- Task objective:
Going line by line through the data below, report how many lines include the word "Palmer", with nothing added.

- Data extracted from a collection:

--------------------------------

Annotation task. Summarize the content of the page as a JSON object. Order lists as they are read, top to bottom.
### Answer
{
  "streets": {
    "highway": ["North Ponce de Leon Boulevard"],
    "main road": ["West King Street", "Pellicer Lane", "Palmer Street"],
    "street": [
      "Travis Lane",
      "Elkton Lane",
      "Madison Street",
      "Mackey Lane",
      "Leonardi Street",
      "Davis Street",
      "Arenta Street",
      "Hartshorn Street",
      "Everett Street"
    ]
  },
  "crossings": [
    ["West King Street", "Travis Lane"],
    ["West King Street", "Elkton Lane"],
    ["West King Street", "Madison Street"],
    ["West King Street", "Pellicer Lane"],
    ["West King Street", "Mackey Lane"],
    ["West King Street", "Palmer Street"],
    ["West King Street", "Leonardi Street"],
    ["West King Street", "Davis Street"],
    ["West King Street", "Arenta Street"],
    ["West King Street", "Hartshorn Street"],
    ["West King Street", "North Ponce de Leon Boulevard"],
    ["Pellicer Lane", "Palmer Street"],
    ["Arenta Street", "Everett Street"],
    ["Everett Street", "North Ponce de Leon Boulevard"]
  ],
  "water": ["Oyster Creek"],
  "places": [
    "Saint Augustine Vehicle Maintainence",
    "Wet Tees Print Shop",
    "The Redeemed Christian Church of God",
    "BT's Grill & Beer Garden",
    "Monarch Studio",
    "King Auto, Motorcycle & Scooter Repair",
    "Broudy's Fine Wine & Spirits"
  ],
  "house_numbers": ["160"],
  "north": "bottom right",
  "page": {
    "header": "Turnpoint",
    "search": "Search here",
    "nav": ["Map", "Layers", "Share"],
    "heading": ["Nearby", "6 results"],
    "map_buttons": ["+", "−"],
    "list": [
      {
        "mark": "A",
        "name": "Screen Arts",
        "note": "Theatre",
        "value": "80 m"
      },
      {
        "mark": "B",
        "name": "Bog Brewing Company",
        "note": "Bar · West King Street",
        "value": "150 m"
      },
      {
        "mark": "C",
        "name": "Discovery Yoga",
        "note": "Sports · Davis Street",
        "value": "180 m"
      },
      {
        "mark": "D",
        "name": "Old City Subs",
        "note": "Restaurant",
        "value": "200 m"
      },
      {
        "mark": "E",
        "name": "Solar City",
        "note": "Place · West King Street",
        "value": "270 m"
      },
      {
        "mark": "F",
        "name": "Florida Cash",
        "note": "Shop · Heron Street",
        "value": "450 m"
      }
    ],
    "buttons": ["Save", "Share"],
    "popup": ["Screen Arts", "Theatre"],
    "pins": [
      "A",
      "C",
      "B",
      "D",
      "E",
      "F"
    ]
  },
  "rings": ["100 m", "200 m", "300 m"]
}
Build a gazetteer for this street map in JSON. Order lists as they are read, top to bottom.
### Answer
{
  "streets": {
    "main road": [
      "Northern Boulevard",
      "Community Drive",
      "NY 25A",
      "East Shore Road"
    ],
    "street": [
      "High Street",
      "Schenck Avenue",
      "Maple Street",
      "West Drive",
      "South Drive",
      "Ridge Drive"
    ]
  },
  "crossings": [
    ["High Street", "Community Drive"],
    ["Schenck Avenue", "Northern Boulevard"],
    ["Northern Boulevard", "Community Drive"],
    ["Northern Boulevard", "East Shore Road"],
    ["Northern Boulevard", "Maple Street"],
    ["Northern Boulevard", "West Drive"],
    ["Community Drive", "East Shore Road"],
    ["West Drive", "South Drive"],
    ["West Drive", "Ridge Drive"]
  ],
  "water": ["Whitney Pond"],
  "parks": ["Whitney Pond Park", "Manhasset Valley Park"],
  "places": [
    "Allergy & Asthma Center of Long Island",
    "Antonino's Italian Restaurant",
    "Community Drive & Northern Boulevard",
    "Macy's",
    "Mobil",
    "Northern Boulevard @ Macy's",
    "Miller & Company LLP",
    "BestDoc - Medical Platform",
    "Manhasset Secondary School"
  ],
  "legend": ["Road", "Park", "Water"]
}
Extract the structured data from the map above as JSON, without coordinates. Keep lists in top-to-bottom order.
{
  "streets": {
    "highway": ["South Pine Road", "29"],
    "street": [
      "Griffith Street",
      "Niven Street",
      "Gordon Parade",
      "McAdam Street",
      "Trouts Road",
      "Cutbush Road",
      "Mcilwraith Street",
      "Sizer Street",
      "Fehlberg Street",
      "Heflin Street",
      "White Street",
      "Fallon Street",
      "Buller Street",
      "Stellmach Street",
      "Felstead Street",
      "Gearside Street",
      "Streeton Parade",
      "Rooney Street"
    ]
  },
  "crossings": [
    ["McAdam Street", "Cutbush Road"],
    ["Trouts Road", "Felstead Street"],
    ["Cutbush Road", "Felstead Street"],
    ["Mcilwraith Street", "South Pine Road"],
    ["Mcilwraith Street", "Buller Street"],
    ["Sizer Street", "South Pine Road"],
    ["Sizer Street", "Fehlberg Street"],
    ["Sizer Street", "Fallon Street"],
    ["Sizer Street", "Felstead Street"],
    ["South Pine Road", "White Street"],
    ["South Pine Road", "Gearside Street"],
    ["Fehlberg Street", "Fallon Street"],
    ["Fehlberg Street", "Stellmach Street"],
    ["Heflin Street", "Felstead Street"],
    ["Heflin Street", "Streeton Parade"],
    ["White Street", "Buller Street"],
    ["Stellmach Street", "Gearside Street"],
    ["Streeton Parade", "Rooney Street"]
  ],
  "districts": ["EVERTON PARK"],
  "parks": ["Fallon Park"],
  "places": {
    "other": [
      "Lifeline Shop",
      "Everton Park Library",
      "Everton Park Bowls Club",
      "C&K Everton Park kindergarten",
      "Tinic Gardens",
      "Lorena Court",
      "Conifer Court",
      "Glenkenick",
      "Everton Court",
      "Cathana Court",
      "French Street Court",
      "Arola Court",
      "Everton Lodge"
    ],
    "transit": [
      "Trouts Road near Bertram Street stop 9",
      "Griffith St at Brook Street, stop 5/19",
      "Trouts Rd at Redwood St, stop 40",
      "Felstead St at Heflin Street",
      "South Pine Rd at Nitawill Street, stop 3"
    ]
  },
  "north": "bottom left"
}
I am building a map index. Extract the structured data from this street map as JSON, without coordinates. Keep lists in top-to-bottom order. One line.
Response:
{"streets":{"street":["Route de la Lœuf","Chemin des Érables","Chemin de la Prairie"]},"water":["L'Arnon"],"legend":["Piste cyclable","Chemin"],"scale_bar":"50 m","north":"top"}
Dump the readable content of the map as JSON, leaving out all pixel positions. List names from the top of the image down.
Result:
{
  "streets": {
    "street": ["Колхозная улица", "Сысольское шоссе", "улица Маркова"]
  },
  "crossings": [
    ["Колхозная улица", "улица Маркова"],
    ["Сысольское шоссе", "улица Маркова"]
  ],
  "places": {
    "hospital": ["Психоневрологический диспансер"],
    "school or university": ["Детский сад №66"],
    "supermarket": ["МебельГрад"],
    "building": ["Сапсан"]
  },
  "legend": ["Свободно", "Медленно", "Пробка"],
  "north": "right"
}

--------------------------------

- Solution:
3